A refactoring and merging of these libraries to enable fewer people to maintain more functionality, such that the bus-factor of any given part of the functionality is higher.

That's entirely backwards, to reduce the bus factor, you need more people maintaining less, not fewer people maintaining more.

In any case, the incentives are simply not there, as different projects have very different priorities (which is why there are so many projects). Some folks want to monetize their special sauce (Plotly). Some folks want to focus on high level statistical charting (Altair, Chartify) Some folks want to focus on interactive data exploration (Holoviews) Some folks want to focus on high performance and streaming (Bokeh) Some folks want to focus on high quality static image generation (MPL). The human and economical cost of getting all those groups under one tent is astronomical.

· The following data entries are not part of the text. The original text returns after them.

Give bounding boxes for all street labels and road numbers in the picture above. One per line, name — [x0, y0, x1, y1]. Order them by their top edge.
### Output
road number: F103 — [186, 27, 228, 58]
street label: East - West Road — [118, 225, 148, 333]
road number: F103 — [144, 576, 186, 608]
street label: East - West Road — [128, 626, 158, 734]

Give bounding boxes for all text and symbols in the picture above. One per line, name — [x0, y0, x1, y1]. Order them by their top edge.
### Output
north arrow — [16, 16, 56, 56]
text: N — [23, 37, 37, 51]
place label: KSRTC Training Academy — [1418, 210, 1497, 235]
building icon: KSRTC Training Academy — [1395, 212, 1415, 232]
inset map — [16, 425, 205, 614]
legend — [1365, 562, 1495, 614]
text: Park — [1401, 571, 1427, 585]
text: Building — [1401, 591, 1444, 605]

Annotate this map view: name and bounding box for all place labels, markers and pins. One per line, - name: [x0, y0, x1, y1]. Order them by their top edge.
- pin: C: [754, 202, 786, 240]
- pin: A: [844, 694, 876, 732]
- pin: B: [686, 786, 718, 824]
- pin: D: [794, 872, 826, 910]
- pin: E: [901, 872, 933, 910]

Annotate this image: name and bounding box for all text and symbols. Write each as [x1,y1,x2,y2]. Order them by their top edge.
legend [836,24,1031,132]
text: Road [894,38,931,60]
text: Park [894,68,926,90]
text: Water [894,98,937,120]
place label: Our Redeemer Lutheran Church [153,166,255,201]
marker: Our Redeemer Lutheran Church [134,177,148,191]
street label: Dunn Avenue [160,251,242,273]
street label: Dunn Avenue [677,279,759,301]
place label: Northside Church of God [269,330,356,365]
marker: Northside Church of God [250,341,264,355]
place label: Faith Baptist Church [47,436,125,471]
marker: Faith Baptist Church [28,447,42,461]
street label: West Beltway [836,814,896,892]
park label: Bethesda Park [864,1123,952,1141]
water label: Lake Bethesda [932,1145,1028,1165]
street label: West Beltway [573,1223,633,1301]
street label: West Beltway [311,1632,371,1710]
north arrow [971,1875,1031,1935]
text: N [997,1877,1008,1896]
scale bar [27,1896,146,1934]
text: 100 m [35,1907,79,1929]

> you need more people maintaining less, not fewer people maintaining more

I see how you got confused, but I was making two separate assertions.

Assertion 1: If you merge the library projects together, and strip out the redundancies between them, then you'll have the same number of contributors, now distributed over fewer total lines of code. So each contributor can learn more of the codebase. (Bus factor goes up.)

Assertion 2: If you refactor the resulting libraries to reduce the total complexity (i.e. reduce the API surface from that of the union of all the merged-in libs), then you can begin to strip out technical debt from the project from the outside in. By eliminating now-dead code, you remove places where bugs can arise, and you lower the number of dependencies (which could otherwise have been sources of API-breaking changes when they update.) Thus, the number of people needed to maintain the project goes down. So the same total functionality can then be maintained by fewer contributors. (You don't actually remove contributors; they just become reserve capacity, with each contributor able to be less-overworked for the same result.)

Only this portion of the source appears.